Dataset:

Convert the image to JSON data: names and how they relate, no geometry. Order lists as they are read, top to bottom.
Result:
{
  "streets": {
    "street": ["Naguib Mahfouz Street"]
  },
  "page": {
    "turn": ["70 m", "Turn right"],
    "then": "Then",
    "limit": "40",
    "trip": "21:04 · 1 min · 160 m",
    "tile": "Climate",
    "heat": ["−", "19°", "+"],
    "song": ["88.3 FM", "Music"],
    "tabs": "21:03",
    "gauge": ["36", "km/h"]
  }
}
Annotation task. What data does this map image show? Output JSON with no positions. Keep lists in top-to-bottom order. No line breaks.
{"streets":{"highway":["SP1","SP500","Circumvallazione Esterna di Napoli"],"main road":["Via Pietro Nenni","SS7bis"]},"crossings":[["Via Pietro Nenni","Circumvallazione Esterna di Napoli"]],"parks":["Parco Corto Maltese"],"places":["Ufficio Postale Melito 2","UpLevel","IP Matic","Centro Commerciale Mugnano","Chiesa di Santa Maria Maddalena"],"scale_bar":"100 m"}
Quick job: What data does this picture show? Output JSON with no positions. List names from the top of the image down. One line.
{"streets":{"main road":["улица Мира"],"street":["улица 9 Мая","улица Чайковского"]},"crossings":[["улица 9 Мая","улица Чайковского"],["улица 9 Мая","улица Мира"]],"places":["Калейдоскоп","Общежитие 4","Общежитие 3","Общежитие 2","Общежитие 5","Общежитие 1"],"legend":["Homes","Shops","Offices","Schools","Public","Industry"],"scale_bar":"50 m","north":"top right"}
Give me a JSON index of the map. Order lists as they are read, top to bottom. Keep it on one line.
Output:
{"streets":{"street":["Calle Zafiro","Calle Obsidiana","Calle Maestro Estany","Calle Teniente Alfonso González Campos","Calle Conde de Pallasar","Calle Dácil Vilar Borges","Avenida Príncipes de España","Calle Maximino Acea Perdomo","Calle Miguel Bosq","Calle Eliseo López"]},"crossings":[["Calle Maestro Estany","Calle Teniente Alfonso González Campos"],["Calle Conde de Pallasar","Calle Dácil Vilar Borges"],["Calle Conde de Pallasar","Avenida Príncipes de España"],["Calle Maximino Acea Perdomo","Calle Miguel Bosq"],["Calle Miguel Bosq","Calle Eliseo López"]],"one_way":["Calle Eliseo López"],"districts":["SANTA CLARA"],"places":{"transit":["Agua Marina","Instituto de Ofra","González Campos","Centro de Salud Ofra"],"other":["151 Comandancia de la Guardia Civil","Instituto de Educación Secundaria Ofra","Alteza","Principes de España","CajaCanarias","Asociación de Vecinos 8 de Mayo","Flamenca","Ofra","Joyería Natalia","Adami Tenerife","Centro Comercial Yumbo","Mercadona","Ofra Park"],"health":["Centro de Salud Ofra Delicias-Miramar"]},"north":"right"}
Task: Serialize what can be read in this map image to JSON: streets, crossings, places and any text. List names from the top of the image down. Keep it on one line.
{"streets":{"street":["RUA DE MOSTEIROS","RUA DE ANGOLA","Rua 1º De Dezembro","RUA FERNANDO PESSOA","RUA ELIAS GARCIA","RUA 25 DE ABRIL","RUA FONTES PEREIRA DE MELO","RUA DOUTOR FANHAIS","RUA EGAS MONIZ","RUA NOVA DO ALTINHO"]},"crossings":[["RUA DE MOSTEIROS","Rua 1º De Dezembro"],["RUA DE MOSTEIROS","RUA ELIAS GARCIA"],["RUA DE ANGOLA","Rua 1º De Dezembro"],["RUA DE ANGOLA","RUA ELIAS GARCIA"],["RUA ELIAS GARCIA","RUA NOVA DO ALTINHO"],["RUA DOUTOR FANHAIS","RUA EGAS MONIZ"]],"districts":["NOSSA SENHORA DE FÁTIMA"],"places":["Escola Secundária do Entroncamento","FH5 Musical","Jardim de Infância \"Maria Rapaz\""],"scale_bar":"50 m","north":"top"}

Work request: Each record above is to be written out again, without any change.

Solution:
Convert the image to JSON data: names and how they relate, no geometry. Order lists as they are read, top to bottom.
Result:
{
  "streets": {
    "street": ["Naguib Mahfouz Street"]
  },
  "page": {
    "turn": ["70 m", "Turn right"],
    "then": "Then",
    "limit": "40",
    "trip": "21:04 · 1 min · 160 m",
    "tile": "Climate",
    "heat": ["−", "19°", "+"],
    "song": ["88.3 FM", "Music"],
    "tabs": "21:03",
    "gauge": ["36", "km/h"]
  }
}
Annotation task. What data does this map image show? Output JSON with no positions. Keep lists in top-to-bottom order. No line breaks.
{"streets":{"highway":["SP1","SP500","Circumvallazione Esterna di Napoli"],"main road":["Via Pietro Nenni","SS7bis"]},"crossings":[["Via Pietro Nenni","Circumvallazione Esterna di Napoli"]],"parks":["Parco Corto Maltese"],"places":["Ufficio Postale Melito 2","UpLevel","IP Matic","Centro Commerciale Mugnano","Chiesa di Santa Maria Maddalena"],"scale_bar":"100 m"}
Quick job: What data does this picture show? Output JSON with no positions. List names from the top of the image down. One line.
{"streets":{"main road":["улица Мира"],"street":["улица 9 Мая","улица Чайковского"]},"crossings":[["улица 9 Мая","улица Чайковского"],["улица 9 Мая","улица Мира"]],"places":["Калейдоскоп","Общежитие 4","Общежитие 3","Общежитие 2","Общежитие 5","Общежитие 1"],"legend":["Homes","Shops","Offices","Schools","Public","Industry"],"scale_bar":"50 m","north":"top right"}
Give me a JSON index of the map. Order lists as they are read, top to bottom. Keep it on one line.
Output:
{"streets":{"street":["Calle Zafiro","Calle Obsidiana","Calle Maestro Estany","Calle Teniente Alfonso González Campos","Calle Conde de Pallasar","Calle Dácil Vilar Borges","Avenida Príncipes de España","Calle Maximino Acea Perdomo","Calle Miguel Bosq","Calle Eliseo López"]},"crossings":[["Calle Maestro Estany","Calle Teniente Alfonso González Campos"],["Calle Conde de Pallasar","Calle Dácil Vilar Borges"],["Calle Conde de Pallasar","Avenida Príncipes de España"],["Calle Maximino Acea Perdomo","Calle Miguel Bosq"],["Calle Miguel Bosq","Calle Eliseo López"]],"one_way":["Calle Eliseo López"],"districts":["SANTA CLARA"],"places":{"transit":["Agua Marina","Instituto de Ofra","González Campos","Centro de Salud Ofra"],"other":["151 Comandancia de la Guardia Civil","Instituto de Educación Secundaria Ofra","Alteza","Principes de España","CajaCanarias","Asociación de Vecinos 8 de Mayo","Flamenca","Ofra","Joyería Natalia","Adami Tenerife","Centro Comercial Yumbo","Mercadona","Ofra Park"],"health":["Centro de Salud Ofra Delicias-Miramar"]},"north":"right"}
Task: Serialize what can be read in this map image to JSON: streets, crossings, places and any text. List names from the top of the image down. Keep it on one line.
{"streets":{"street":["RUA DE MOSTEIROS","RUA DE ANGOLA","Rua 1º De Dezembro","RUA FERNANDO PESSOA","RUA ELIAS GARCIA","RUA 25 DE ABRIL","RUA FONTES PEREIRA DE MELO","RUA DOUTOR FANHAIS","RUA EGAS MONIZ","RUA NOVA DO ALTINHO"]},"crossings":[["RUA DE MOSTEIROS","Rua 1º De Dezembro"],["RUA DE MOSTEIROS","RUA ELIAS GARCIA"],["RUA DE ANGOLA","Rua 1º De Dezembro"],["RUA DE ANGOLA","RUA ELIAS GARCIA"],["RUA ELIAS GARCIA","RUA NOVA DO ALTINHO"],["RUA DOUTOR FANHAIS","RUA EGAS MONIZ"]],"districts":["NOSSA SENHORA DE FÁTIMA"],"places":["Escola Secundária do Entroncamento","FH5 Musical","Jardim de Infância \"Maria Rapaz\""],"scale_bar":"50 m","north":"top"}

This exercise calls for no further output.